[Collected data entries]
__________________________________________________
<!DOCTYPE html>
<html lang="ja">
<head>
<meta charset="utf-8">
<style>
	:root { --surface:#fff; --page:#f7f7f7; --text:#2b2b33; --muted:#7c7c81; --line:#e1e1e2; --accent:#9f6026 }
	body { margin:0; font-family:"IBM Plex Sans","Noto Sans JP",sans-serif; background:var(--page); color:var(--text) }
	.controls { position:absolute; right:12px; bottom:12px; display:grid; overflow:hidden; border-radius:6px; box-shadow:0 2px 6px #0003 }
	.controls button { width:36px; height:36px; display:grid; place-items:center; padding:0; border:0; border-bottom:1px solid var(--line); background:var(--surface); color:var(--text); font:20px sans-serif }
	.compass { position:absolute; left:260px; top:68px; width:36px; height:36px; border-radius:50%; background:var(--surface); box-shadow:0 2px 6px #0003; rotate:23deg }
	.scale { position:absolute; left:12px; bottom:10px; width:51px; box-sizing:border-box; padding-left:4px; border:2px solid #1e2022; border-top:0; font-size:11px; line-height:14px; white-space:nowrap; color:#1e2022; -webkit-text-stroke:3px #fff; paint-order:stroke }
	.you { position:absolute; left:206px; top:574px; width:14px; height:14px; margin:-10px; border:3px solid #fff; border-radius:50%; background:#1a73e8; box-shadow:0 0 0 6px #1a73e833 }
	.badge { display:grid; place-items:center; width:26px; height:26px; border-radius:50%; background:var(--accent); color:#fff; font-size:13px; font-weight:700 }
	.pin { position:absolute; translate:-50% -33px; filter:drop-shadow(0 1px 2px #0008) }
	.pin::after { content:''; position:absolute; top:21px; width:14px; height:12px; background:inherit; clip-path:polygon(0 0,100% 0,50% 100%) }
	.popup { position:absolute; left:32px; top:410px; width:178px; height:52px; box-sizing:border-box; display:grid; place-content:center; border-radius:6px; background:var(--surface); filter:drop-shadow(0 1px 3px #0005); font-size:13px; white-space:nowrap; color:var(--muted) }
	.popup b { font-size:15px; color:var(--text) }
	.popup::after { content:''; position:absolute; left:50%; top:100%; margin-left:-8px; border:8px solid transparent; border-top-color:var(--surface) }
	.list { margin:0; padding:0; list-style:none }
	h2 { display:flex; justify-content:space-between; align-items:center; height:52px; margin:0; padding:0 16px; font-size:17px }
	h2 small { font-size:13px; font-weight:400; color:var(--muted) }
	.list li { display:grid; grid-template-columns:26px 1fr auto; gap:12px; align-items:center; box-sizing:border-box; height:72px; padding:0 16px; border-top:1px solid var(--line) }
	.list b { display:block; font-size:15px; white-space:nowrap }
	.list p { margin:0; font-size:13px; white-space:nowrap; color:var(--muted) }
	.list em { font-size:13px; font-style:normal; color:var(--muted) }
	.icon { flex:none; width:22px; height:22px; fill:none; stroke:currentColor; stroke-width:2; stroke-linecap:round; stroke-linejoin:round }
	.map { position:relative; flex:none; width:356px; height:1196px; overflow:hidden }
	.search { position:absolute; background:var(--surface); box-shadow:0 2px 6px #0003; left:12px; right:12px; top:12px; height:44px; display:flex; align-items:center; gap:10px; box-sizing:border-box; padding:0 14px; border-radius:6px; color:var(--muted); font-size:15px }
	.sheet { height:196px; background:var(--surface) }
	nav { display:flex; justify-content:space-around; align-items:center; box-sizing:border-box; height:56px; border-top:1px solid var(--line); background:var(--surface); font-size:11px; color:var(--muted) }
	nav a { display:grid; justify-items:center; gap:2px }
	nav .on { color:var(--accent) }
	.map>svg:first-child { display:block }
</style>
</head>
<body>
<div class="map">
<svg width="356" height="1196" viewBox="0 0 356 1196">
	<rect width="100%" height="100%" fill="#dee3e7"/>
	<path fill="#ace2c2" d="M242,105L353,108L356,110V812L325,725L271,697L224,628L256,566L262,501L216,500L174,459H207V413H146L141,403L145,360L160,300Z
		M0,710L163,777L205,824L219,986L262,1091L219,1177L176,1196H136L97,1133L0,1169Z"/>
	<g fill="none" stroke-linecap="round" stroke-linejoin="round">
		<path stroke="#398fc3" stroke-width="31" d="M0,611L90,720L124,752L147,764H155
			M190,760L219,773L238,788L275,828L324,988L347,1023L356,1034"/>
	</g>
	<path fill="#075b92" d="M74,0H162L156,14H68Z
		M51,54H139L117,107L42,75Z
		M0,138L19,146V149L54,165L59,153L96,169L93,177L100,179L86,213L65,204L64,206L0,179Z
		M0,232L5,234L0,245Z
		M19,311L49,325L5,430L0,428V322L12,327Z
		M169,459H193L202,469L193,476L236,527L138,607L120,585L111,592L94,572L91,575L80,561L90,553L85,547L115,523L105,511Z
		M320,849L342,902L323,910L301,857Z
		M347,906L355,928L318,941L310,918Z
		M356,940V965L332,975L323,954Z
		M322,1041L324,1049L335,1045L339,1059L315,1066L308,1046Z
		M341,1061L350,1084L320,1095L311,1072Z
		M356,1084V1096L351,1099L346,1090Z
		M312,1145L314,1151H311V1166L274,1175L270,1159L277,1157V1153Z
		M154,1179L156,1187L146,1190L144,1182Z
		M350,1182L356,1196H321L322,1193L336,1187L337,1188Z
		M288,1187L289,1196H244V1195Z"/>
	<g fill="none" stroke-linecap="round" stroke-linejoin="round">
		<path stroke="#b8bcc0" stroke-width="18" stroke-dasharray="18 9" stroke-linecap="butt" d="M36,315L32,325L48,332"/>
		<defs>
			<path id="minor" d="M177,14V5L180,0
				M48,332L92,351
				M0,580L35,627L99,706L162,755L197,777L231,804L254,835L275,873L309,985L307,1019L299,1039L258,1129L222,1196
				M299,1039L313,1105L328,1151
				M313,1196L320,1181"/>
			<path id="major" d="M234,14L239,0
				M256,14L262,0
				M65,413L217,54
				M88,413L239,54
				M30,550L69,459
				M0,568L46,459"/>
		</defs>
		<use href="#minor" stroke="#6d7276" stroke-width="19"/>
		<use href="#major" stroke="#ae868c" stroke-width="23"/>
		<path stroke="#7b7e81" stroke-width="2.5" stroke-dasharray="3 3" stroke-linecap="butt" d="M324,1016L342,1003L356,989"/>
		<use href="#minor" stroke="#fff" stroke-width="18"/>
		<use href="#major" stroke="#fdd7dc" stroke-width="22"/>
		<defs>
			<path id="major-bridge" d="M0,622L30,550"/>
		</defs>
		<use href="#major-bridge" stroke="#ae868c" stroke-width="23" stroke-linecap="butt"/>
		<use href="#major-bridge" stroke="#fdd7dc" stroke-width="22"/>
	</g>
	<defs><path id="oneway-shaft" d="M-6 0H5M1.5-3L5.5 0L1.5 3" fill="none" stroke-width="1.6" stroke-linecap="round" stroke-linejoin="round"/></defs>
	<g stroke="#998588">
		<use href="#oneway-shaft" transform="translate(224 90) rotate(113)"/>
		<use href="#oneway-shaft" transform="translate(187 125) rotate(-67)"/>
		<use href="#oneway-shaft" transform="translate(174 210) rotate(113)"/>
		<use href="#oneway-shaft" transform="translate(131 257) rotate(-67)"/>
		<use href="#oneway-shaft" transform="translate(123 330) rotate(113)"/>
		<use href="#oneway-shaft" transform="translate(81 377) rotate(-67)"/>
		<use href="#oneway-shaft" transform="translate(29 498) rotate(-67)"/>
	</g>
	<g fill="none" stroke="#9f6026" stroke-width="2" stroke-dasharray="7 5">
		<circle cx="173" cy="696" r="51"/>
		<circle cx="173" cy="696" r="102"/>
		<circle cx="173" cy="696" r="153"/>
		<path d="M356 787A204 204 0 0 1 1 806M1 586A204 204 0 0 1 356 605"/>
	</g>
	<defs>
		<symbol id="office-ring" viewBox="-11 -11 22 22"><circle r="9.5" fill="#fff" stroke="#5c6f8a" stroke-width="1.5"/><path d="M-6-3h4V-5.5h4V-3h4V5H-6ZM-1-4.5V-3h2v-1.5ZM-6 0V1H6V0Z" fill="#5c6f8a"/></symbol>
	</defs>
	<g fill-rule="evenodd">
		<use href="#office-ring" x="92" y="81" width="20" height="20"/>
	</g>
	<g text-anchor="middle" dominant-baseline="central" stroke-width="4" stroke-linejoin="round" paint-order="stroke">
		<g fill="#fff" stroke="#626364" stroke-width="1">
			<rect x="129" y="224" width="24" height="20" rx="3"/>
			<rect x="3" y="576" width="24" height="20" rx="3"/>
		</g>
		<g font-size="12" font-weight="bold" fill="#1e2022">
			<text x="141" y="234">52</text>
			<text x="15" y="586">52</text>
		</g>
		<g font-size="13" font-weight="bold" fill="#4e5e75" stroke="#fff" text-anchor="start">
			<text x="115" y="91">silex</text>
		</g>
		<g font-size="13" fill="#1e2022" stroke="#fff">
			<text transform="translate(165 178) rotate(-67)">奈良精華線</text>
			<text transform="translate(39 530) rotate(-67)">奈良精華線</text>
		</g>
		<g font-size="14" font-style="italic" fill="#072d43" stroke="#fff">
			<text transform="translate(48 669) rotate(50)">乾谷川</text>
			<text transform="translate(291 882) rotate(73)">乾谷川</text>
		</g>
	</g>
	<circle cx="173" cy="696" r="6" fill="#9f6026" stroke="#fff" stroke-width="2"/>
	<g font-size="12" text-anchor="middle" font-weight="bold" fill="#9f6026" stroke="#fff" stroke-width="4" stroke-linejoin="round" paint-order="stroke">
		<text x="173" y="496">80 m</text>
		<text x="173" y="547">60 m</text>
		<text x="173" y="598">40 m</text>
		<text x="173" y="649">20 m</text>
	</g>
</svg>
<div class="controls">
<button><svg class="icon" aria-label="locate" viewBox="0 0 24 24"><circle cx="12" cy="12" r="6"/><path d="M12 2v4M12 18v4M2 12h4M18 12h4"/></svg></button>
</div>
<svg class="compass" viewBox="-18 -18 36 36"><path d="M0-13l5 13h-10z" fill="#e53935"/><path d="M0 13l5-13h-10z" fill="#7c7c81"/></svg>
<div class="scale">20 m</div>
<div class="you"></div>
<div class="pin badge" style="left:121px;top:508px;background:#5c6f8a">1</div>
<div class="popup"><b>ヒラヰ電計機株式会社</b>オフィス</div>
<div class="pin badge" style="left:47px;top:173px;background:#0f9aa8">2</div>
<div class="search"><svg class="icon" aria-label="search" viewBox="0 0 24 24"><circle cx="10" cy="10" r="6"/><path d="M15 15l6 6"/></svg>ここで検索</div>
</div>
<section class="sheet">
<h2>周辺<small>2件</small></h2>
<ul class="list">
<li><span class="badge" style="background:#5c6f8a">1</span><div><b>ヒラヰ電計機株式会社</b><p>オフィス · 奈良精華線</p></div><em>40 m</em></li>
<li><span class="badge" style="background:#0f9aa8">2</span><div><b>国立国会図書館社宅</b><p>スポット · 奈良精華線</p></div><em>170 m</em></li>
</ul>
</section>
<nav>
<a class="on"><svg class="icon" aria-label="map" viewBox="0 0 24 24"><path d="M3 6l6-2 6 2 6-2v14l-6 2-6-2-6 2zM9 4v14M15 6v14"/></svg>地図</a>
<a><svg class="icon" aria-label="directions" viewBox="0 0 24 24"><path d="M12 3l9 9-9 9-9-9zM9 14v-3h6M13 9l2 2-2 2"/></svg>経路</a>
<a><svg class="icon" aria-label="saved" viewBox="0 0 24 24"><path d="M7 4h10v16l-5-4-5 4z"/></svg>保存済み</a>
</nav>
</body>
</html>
__________________________________________________
_Task to carry out_:
Make a copy of each line in the records above that has the word "serif".

_Answer box_:
	body { margin:0; font-family:"IBM Plex Sans","Noto Sans JP",sans-serif; background:var(--page); color:var(--text) }
	.controls button { width:36px; height:36px; display:grid; place-items:center; padding:0; border:0; border-bottom:1px solid var(--line); background:var(--surface); color:var(--text); font:20px sans-serif }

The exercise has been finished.